## Assignment
Take the entries below and print, exactly, the stretch from the line containing "font-size:16px; font-style:normal; color:#757577" through the line containing "flex:1; padding:11px 0;", both included.

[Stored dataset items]

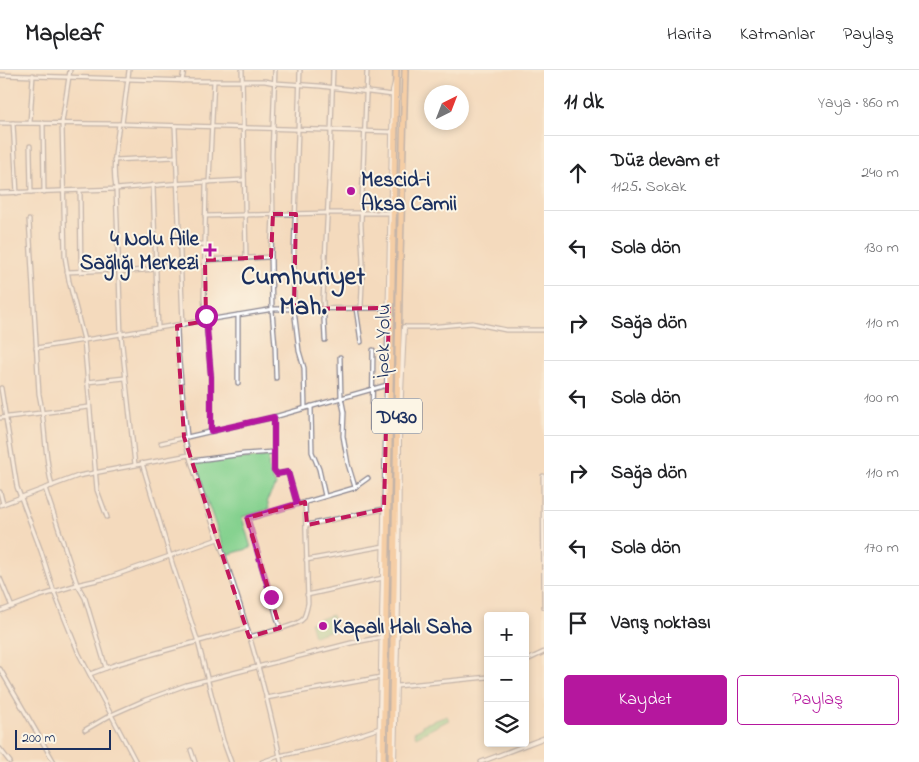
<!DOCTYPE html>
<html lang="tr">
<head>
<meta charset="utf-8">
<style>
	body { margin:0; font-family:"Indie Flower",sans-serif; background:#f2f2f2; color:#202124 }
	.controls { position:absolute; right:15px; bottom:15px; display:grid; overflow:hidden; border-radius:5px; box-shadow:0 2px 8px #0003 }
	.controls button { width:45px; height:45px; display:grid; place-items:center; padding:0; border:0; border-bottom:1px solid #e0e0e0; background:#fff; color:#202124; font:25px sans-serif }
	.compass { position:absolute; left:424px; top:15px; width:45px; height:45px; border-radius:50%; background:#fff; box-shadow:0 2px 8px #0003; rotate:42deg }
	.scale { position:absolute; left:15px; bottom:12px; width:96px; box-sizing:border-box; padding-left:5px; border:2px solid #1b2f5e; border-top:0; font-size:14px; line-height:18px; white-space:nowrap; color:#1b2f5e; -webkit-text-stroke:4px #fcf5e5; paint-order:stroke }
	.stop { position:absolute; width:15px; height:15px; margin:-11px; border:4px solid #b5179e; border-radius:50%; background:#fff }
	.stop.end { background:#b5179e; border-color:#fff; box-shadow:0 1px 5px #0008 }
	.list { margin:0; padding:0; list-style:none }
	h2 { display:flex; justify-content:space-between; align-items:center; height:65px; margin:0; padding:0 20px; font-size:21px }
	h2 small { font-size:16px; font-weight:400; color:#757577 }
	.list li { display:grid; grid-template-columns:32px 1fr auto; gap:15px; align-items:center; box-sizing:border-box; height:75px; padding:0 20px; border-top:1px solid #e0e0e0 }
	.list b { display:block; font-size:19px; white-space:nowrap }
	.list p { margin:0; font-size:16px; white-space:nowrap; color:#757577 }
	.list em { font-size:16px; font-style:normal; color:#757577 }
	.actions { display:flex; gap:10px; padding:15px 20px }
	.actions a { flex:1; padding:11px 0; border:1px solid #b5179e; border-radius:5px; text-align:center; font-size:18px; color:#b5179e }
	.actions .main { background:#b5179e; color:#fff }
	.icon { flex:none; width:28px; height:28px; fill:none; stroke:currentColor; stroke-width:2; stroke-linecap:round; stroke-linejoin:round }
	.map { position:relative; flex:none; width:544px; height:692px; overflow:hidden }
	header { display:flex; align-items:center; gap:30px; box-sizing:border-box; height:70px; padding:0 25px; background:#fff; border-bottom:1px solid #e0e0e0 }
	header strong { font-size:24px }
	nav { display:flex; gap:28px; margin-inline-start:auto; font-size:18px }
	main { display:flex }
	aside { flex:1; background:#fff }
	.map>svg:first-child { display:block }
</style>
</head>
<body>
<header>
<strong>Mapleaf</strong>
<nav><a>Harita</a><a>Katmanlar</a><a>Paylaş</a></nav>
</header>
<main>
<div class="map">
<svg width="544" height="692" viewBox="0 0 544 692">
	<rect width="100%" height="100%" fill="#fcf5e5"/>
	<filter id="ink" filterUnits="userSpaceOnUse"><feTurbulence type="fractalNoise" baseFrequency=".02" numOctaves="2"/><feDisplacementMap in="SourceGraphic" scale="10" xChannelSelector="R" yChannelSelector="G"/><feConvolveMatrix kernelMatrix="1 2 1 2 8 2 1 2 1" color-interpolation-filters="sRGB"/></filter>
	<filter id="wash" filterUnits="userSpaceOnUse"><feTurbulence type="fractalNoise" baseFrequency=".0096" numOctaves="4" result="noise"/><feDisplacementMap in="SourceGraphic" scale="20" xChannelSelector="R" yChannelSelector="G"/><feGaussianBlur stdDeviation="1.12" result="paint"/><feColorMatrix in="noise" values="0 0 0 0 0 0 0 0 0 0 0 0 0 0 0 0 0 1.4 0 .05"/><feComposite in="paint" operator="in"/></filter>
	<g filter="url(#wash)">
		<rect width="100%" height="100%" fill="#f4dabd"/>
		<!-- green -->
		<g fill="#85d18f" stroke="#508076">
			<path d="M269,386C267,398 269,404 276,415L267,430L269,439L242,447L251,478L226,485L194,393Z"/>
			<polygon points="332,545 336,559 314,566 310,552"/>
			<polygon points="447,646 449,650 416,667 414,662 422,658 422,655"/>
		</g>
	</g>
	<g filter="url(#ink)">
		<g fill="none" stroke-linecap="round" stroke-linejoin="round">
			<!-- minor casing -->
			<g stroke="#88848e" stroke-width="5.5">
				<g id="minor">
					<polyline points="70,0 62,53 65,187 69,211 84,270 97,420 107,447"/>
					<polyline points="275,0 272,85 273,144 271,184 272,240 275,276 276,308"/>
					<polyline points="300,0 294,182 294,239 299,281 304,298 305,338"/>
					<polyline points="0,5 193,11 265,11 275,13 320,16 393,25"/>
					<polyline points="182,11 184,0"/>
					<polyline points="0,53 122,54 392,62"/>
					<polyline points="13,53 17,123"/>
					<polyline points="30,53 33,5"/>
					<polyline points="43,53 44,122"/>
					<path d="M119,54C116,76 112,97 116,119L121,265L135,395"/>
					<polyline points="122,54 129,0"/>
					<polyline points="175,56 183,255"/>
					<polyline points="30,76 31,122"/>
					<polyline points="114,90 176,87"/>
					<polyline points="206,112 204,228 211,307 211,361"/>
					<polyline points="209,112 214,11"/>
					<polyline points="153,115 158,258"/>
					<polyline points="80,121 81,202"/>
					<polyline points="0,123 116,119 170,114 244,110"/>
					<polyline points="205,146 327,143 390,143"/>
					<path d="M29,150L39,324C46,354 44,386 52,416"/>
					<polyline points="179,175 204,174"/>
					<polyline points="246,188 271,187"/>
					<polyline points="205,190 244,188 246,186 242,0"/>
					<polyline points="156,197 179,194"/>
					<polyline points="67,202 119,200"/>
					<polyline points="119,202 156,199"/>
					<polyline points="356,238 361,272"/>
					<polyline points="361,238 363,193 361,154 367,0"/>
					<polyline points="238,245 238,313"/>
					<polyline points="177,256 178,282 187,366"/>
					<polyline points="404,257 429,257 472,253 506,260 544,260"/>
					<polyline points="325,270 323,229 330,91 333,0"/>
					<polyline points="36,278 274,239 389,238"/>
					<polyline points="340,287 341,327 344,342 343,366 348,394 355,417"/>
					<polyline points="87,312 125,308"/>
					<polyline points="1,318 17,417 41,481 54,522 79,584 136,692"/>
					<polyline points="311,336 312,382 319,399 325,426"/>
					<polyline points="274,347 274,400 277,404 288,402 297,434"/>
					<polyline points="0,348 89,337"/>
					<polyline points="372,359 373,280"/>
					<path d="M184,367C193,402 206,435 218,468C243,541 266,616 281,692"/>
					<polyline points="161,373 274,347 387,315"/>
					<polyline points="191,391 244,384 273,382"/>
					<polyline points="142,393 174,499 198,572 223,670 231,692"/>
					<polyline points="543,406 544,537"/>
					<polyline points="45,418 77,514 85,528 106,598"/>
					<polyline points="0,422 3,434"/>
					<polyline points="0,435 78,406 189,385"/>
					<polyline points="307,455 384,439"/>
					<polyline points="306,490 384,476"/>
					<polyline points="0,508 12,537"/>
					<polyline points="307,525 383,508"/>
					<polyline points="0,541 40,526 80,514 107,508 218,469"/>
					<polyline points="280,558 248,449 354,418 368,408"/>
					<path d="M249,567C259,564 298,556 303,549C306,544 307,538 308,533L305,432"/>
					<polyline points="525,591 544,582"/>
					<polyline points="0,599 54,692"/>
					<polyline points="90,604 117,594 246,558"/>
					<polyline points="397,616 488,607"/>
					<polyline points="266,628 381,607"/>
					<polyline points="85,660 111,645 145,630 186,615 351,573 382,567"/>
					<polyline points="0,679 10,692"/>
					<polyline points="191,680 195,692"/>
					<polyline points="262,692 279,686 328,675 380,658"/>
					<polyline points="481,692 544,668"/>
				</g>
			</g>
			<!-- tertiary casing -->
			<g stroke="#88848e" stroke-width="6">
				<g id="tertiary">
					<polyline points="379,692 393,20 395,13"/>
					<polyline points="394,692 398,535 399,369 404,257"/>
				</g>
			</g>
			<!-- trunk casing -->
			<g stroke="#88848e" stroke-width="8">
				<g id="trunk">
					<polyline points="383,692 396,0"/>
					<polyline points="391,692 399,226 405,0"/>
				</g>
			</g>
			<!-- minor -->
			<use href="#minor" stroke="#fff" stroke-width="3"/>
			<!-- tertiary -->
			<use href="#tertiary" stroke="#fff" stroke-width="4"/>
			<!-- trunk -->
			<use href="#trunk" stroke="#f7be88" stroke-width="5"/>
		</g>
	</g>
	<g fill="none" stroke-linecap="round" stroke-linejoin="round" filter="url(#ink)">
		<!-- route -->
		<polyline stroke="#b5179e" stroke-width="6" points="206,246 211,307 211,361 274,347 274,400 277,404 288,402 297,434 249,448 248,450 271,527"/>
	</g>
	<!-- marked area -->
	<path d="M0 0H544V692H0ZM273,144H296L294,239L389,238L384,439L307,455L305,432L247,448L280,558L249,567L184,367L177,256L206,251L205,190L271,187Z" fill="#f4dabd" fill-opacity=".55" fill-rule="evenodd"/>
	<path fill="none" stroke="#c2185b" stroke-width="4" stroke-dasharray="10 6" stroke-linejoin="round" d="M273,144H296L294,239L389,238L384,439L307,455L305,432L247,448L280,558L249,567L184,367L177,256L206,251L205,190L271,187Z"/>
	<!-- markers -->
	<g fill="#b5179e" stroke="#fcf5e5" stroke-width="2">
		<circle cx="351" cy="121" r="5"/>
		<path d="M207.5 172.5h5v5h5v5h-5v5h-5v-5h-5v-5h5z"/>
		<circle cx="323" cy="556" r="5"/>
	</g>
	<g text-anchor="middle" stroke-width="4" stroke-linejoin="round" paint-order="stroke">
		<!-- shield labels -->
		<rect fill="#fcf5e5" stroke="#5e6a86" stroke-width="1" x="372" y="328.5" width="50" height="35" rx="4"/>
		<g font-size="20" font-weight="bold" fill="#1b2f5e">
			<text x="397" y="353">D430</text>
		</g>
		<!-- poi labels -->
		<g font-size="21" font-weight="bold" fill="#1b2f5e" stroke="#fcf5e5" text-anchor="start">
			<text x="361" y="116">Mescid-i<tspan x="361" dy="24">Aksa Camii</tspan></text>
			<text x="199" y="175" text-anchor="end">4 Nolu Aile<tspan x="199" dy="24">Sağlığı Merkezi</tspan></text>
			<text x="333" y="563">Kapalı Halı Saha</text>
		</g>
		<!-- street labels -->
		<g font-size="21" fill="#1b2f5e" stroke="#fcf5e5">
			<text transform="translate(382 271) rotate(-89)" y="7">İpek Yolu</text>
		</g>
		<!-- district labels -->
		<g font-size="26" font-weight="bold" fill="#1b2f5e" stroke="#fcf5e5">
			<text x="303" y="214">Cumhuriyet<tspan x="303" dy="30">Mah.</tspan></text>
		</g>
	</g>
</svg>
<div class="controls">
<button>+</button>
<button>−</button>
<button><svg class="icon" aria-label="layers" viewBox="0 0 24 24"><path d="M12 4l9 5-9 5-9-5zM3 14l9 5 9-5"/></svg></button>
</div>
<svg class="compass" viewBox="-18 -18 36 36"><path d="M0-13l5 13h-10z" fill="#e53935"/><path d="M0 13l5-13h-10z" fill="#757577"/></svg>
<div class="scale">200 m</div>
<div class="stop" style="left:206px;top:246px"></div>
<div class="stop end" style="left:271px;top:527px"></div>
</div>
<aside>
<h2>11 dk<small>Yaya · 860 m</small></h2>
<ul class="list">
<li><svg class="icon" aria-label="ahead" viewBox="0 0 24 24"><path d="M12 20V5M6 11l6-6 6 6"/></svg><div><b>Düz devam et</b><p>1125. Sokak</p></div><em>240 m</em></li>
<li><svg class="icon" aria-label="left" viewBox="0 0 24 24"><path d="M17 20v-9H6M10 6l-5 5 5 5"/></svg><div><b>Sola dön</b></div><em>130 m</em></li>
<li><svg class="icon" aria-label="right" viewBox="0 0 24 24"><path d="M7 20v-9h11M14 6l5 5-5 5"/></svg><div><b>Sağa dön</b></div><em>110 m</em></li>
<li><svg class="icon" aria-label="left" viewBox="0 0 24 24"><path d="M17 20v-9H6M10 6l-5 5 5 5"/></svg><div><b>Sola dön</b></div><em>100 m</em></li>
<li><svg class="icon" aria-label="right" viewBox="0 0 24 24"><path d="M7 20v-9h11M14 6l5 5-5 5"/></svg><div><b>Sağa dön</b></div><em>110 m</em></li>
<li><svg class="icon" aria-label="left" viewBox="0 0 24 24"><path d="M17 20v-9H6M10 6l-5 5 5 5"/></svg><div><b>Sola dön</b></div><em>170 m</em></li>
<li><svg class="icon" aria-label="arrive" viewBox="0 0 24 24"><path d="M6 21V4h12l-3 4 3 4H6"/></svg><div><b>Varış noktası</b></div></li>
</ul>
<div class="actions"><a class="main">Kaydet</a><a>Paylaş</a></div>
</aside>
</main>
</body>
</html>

## Task result
	.list em { font-size:16px; font-style:normal; color:#757577 }
	.actions { display:flex; gap:10px; padding:15px 20px }
	.actions a { flex:1; padding:11px 0; border:1px solid #b5179e; border-radius:5px; text-align:center; font-size:18px; color:#b5179e }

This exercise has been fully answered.